● ASSIGNMENT: Which lines have the string "Vízirózsa"? Copy all of them from the entries below.

[Stored items]
--------

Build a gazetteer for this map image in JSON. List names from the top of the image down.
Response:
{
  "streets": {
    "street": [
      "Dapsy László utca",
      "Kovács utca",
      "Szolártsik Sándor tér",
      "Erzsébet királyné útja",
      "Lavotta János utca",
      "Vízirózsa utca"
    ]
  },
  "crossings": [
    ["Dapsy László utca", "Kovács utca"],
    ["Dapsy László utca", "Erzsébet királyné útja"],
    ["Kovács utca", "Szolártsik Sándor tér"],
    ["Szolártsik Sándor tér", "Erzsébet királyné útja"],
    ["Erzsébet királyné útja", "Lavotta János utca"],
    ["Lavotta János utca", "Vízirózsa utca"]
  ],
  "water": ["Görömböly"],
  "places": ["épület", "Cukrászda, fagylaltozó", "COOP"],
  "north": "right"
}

--------

● TASK RESULT:
      "Vízirózsa utca"
    ["Lavotta János utca", "Vízirózsa utca"]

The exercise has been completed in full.